- TASK DIRECTIONS: Transcribe the records below exactly as written, from the opening line through the line that contains "For a GIS import: Convert".

- MATERIALS PROVIDED:
------------------------------
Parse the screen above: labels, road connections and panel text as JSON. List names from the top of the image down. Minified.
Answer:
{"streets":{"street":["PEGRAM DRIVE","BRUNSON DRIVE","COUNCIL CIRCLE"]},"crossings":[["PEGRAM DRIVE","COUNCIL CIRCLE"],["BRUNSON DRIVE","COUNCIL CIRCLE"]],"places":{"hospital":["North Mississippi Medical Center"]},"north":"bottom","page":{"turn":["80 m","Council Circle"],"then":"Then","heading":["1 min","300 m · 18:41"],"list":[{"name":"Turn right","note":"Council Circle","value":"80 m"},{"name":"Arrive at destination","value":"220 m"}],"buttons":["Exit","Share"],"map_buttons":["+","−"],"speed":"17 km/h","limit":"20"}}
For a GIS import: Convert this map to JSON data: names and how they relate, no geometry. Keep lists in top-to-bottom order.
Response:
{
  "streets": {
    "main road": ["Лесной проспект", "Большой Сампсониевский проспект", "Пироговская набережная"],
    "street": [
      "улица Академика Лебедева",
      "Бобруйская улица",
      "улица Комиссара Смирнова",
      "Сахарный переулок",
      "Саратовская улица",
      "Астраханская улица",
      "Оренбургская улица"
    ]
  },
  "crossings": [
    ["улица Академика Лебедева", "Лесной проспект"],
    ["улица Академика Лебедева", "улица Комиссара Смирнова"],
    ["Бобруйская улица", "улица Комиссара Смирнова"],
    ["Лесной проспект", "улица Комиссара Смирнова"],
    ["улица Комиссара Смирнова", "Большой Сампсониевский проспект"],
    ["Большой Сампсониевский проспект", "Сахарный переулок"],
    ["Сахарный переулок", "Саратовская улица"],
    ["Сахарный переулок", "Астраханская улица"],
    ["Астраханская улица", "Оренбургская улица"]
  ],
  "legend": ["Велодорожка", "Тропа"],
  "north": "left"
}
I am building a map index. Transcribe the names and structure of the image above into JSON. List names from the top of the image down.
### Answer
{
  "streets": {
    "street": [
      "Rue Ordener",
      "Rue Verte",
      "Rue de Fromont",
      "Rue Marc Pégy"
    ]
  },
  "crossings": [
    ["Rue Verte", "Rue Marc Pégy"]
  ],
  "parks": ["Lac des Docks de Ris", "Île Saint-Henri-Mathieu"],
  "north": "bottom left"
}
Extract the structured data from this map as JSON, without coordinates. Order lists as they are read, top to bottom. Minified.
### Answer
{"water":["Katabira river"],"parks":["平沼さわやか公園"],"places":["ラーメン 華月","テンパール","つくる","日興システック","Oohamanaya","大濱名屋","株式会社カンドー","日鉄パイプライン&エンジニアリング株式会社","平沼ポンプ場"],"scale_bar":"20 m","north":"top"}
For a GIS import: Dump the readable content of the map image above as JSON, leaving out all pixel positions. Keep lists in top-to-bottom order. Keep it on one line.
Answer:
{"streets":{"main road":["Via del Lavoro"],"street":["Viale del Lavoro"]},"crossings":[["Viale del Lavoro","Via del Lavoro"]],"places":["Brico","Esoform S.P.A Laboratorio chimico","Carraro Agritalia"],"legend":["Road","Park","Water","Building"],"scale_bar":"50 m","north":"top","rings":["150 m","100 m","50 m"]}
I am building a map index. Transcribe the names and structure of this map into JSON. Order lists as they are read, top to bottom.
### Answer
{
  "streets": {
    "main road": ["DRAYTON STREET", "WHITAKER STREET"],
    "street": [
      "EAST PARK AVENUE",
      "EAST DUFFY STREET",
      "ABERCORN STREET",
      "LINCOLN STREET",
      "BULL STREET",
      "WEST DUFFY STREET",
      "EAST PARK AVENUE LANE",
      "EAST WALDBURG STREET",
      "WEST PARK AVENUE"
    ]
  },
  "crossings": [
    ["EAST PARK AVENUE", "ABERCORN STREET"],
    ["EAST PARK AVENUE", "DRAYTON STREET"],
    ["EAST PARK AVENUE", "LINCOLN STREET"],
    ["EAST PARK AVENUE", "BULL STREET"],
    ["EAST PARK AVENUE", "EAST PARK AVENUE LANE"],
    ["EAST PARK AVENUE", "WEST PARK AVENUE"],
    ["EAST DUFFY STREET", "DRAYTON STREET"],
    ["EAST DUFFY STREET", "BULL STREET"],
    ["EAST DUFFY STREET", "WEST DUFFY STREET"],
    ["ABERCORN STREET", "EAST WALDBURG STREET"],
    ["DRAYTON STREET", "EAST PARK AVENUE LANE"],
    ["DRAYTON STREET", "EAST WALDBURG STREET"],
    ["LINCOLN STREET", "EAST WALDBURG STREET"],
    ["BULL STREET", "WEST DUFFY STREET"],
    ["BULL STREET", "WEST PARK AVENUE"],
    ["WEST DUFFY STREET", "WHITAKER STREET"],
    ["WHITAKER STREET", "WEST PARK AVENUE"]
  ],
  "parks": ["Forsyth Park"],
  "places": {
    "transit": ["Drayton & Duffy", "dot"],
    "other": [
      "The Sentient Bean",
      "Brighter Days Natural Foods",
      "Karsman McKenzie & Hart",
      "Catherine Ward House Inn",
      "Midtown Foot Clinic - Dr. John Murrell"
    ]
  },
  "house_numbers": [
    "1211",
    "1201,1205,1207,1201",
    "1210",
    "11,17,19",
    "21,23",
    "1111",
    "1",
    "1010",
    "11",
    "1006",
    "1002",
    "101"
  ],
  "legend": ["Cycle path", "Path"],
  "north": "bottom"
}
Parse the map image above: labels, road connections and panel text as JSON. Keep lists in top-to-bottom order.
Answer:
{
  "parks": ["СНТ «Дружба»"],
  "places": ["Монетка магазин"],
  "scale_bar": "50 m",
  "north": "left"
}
------------------------------
- WRITTEN RESPONSE:
Parse the screen above: labels, road connections and panel text as JSON. List names from the top of the image down. Minified.
Answer:
{"streets":{"street":["PEGRAM DRIVE","BRUNSON DRIVE","COUNCIL CIRCLE"]},"crossings":[["PEGRAM DRIVE","COUNCIL CIRCLE"],["BRUNSON DRIVE","COUNCIL CIRCLE"]],"places":{"hospital":["North Mississippi Medical Center"]},"north":"bottom","page":{"turn":["80 m","Council Circle"],"then":"Then","heading":["1 min","300 m · 18:41"],"list":[{"name":"Turn right","note":"Council Circle","value":"80 m"},{"name":"Arrive at destination","value":"220 m"}],"buttons":["Exit","Share"],"map_buttons":["+","−"],"speed":"17 km/h","limit":"20"}}
For a GIS import: Convert this map to JSON data: names and how they relate, no geometry. Keep lists in top-to-bottom order.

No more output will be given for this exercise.